Start of Data to process

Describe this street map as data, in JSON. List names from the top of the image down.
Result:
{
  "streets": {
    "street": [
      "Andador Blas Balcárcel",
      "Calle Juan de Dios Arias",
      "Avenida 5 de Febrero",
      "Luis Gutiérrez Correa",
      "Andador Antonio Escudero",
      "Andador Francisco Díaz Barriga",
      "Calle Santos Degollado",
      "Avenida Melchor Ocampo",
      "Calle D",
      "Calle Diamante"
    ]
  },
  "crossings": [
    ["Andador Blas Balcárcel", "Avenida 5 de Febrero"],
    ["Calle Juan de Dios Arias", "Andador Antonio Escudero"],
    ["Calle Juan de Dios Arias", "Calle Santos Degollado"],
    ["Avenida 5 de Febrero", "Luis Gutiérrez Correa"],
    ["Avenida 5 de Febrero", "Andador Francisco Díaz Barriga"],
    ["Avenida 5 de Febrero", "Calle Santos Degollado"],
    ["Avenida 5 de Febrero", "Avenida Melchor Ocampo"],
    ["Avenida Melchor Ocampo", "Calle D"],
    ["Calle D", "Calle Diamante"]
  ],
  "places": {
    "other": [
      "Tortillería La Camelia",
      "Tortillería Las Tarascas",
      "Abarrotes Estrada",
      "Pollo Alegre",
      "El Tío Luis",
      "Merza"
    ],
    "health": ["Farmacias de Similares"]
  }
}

End of Data to process

— Problem —
The response should consist of all the entries, copied without any alteration.

— Response area —
Describe this street map as data, in JSON. List names from the top of the image down.
Result:
{
  "streets": {
    "street": [
      "Andador Blas Balcárcel",
      "Calle Juan de Dios Arias",
      "Avenida 5 de Febrero",
      "Luis Gutiérrez Correa",
      "Andador Antonio Escudero",
      "Andador Francisco Díaz Barriga",
      "Calle Santos Degollado",
      "Avenida Melchor Ocampo",
      "Calle D",
      "Calle Diamante"
    ]
  },
  "crossings": [
    ["Andador Blas Balcárcel", "Avenida 5 de Febrero"],
    ["Calle Juan de Dios Arias", "Andador Antonio Escudero"],
    ["Calle Juan de Dios Arias", "Calle Santos Degollado"],
    ["Avenida 5 de Febrero", "Luis Gutiérrez Correa"],
    ["Avenida 5 de Febrero", "Andador Francisco Díaz Barriga"],
    ["Avenida 5 de Febrero", "Calle Santos Degollado"],
    ["Avenida 5 de Febrero", "Avenida Melchor Ocampo"],
    ["Avenida Melchor Ocampo", "Calle D"],
    ["Calle D", "Calle Diamante"]
  ],
  "places": {
    "other": [
      "Tortillería La Camelia",
      "Tortillería Las Tarascas",
      "Abarrotes Estrada",
      "Pollo Alegre",
      "El Tío Luis",
      "Merza"
    ],
    "health": ["Farmacias de Similares"]
  }
}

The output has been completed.